■ **Problem requirements**
Give the number of lines in the records below that include "from", and nothing more.

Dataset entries
------------
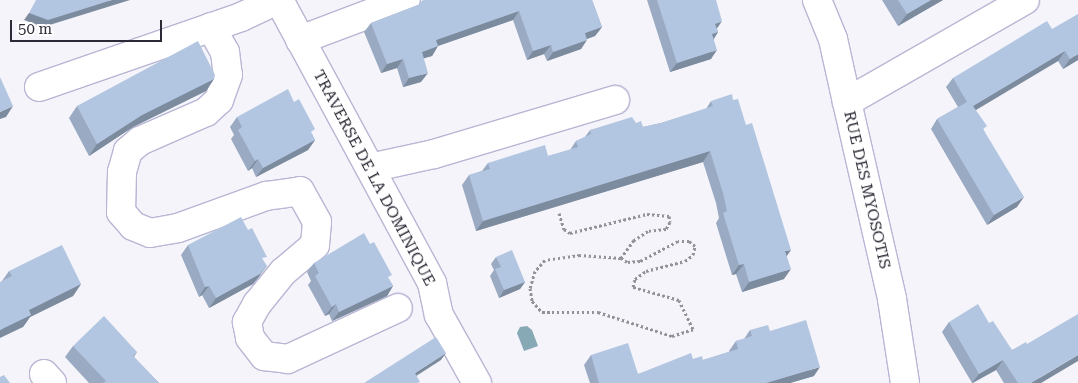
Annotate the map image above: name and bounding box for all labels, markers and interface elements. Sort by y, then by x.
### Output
scale bar [12,10,165,42]
text: 50 m [18,20,52,38]
street label: TRAVERSE DE LA DOMINIQUE [309,67,439,289]
street label: RUE DES MYOSOTIS [839,109,895,271]

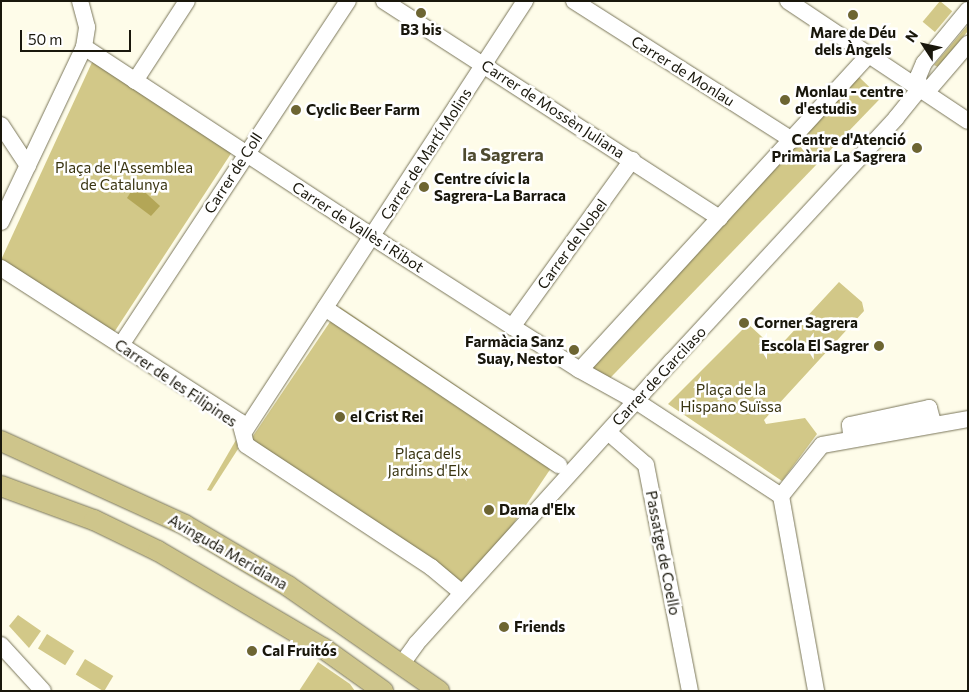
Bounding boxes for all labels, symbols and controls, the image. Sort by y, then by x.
marker: B3 bis [415,7,427,19]
marker: Mare de Déu dels Àngels [847,9,859,21]
scale bar [22,20,134,52]
north arrow [899,20,949,70]
place label: B3 bis [400,21,442,39]
place label: Mare de Déu dels Àngels [810,23,896,58]
text: N [901,27,921,45]
text: 50 m [28,30,62,48]
street label: Carrer de Monlau [628,32,738,110]
street label: Carrer de Mossèn Juliana [478,56,628,162]
place label: Monlau - centre d'estudis [795,82,904,117]
street label: Carrer de Martí Molins [377,85,475,223]
marker: Monlau - centre d'estudis [779,94,791,106]
place label: Cyclic Beer Farm [306,101,420,119]
marker: Cyclic Beer Farm [290,104,302,116]
street label: Carrer de Coll [200,129,266,217]
place label: Centre d'Atenció Primària La Sagrera [771,130,906,165]
marker: Centre d'Atenció Primària La Sagrera [910,141,924,155]
district label: la Sagrera [462,143,544,165]
park label: Plaça de l'Assemblea de Catalunya [55,158,193,193]
place label: Centre cívic la Sagrera-La Barraca [434,169,566,204]
street label: Carrer de Vallès i Ribot [289,178,427,276]
marker: Centre cívic la Sagrera-La Barraca [418,181,430,193]
street label: Carrer de Nobel [533,195,611,293]
place label: Corner Sagrera [754,314,858,332]
marker: Corner Sagrera [738,317,750,329]
street label: Carrer de Garcilaso [608,323,710,429]
place label: Farmàcia Sanz Suay, Nestor [465,332,564,367]
street label: Carrer de les Filipines [111,335,241,431]
place label: Escola El Sagrer [761,337,869,355]
marker: Escola El Sagrer [873,340,885,352]
marker: Farmàcia Sanz Suay, Nestor [568,344,580,356]
park label: Plaça de la Hispano Suïssa [680,380,782,415]
place label: el Crist Rei [350,408,423,426]
marker: el Crist Rei [334,411,346,423]
park label: Plaça dels Jardins d'Elx [387,444,469,479]
street label: Passatge de Coello [642,489,684,617]
place label: Dama d'Elx [499,501,575,519]
marker: Dama d'Elx [483,504,495,516]
street label: Avinguda Meridiana [165,511,291,593]
place label: Friends [514,618,565,636]
marker: Friends [498,621,510,633]
place label: Cal Fruitós [262,642,337,660]
marker: Cal Fruitós [246,645,258,657]

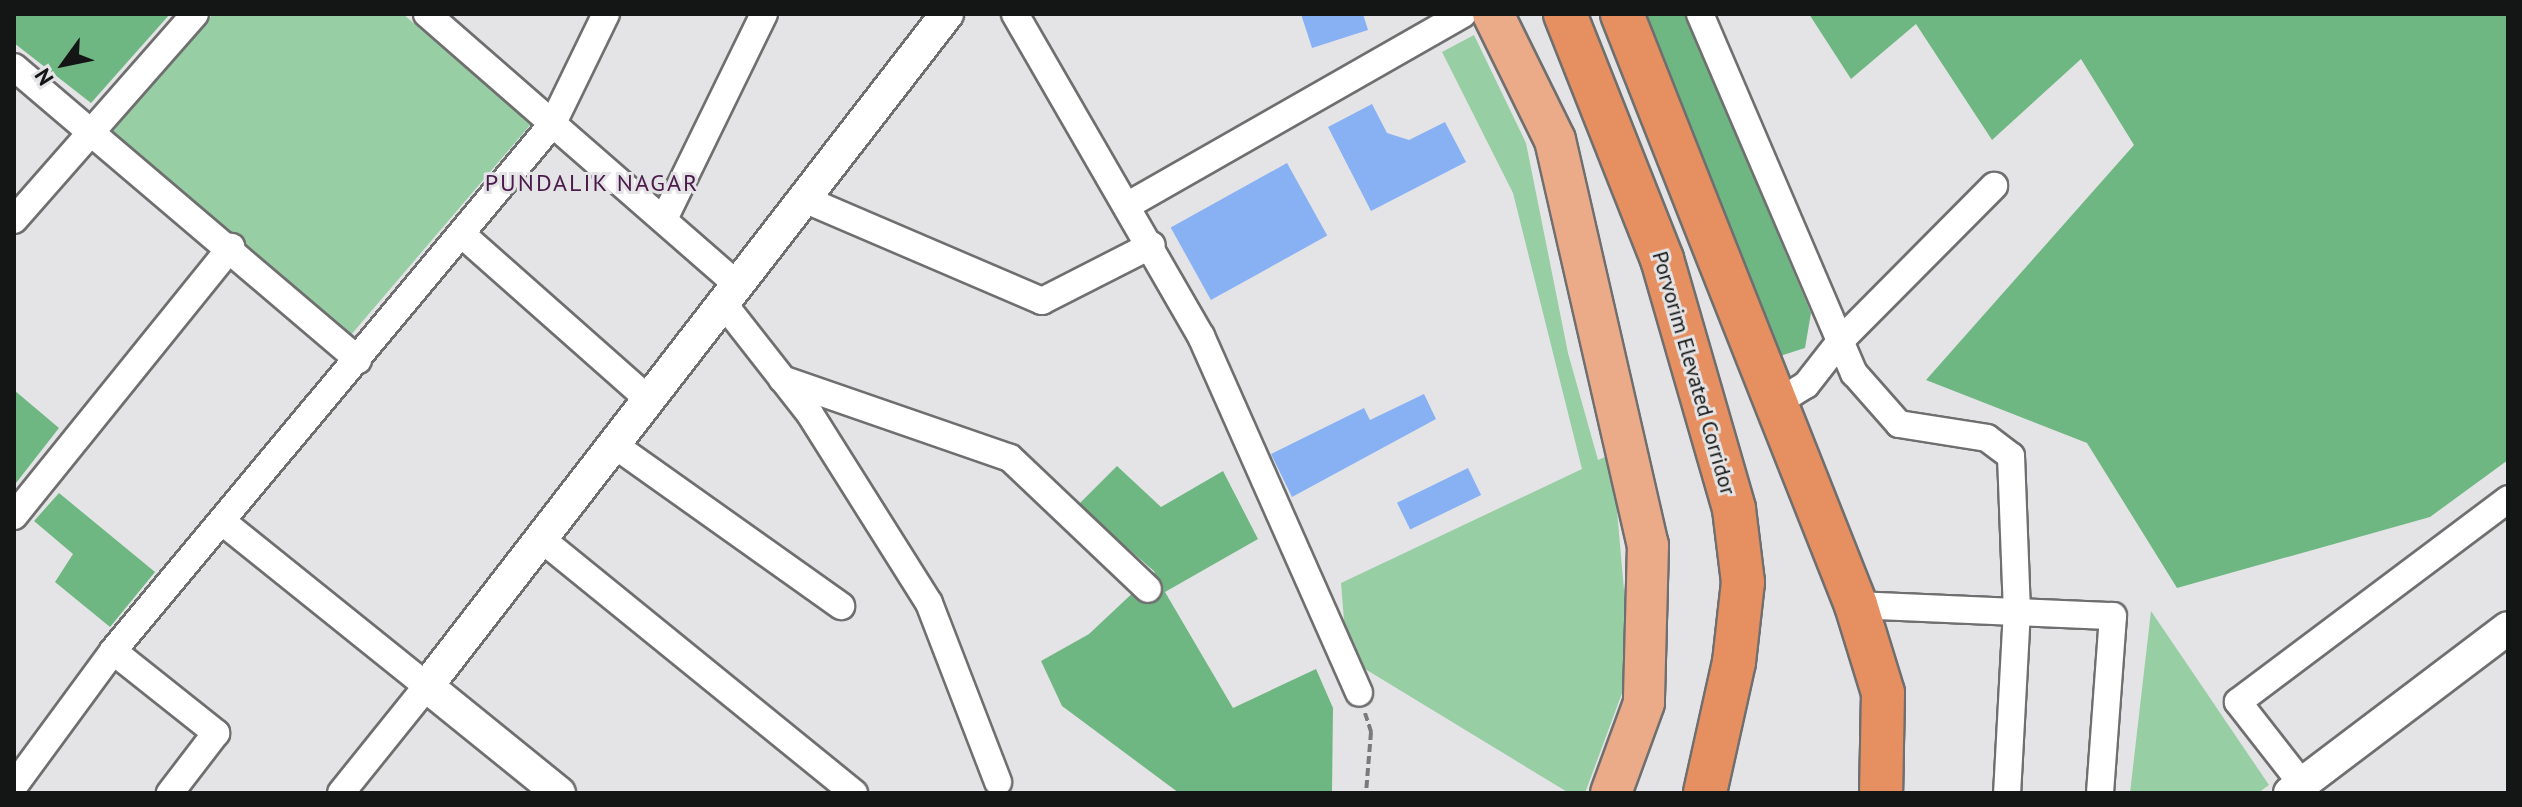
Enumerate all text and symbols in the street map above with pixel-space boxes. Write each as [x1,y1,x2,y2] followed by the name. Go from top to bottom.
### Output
[24,24,104,104] north arrow
[28,63,60,91] text: N
[484,169,700,197] district label: PUNDALIK NAGAR
[1647,248,1741,498] street label: Porvorim Elevated Corridor

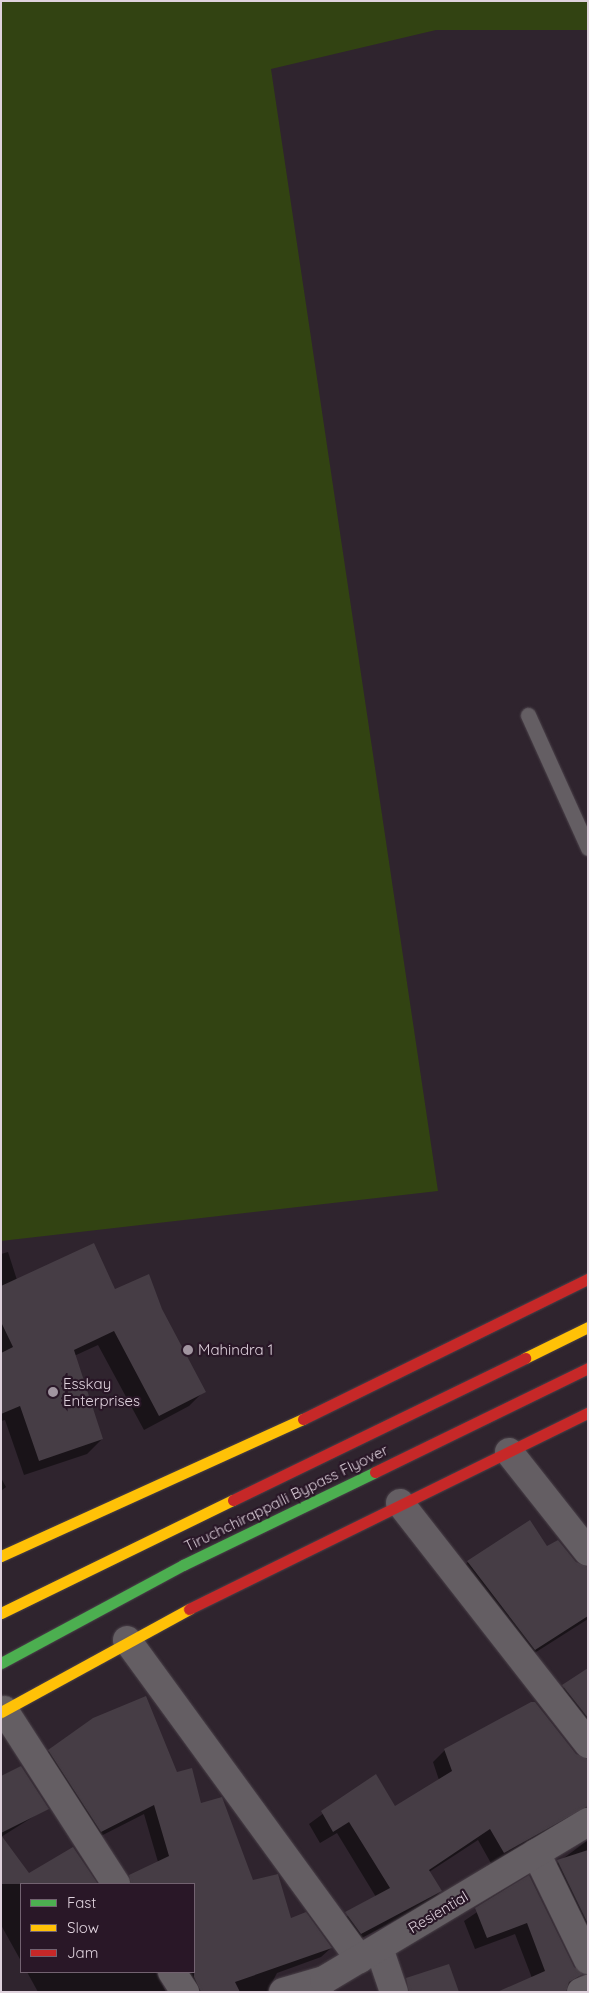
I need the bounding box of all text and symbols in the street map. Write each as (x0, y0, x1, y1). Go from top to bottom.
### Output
place label: Mahindra 1 (198, 1341, 273, 1359)
marker: Mahindra 1 (182, 1344, 194, 1356)
place label: Esskay Enterprises (63, 1374, 140, 1409)
marker: Esskay Enterprises (47, 1386, 59, 1398)
street label: Tiruchchirappalli Bypass Flyover (181, 1441, 391, 1555)
legend (20, 1883, 195, 1973)
street label: Resiential (405, 1887, 471, 1937)
text: Fast (67, 1893, 96, 1912)
text: Slow (67, 1918, 99, 1937)
text: Jam (67, 1943, 98, 1962)

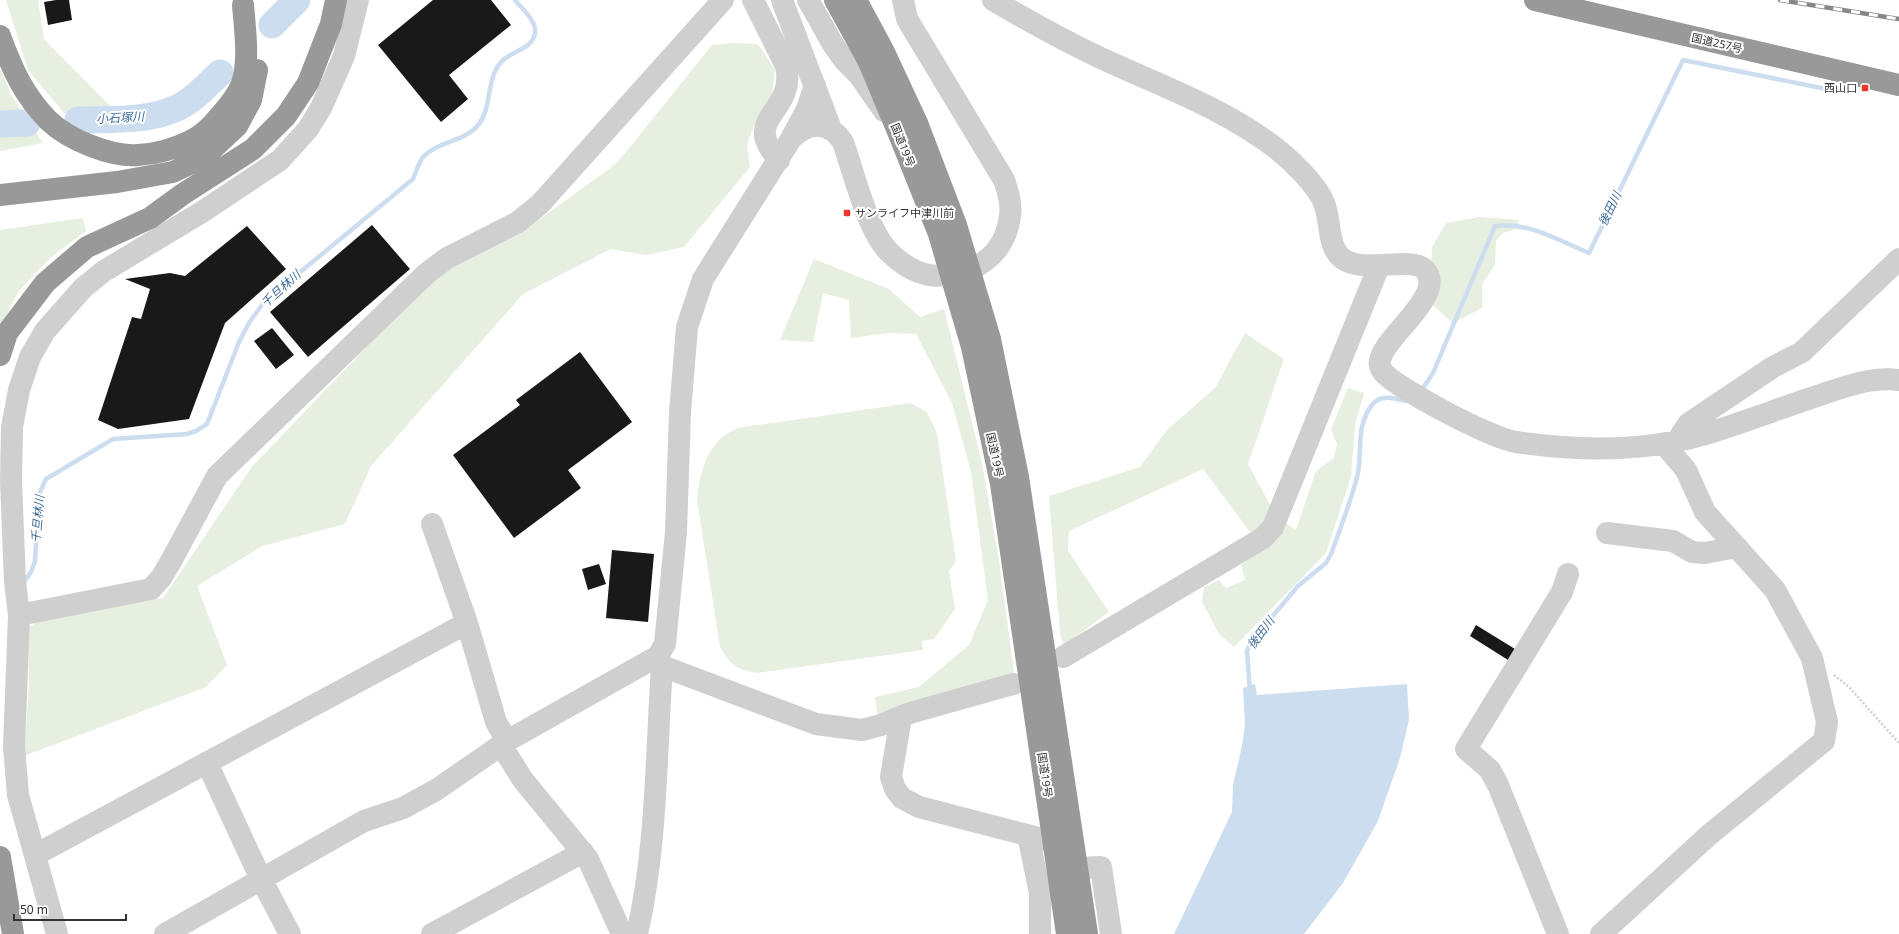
------------
■ **Response to the task**
2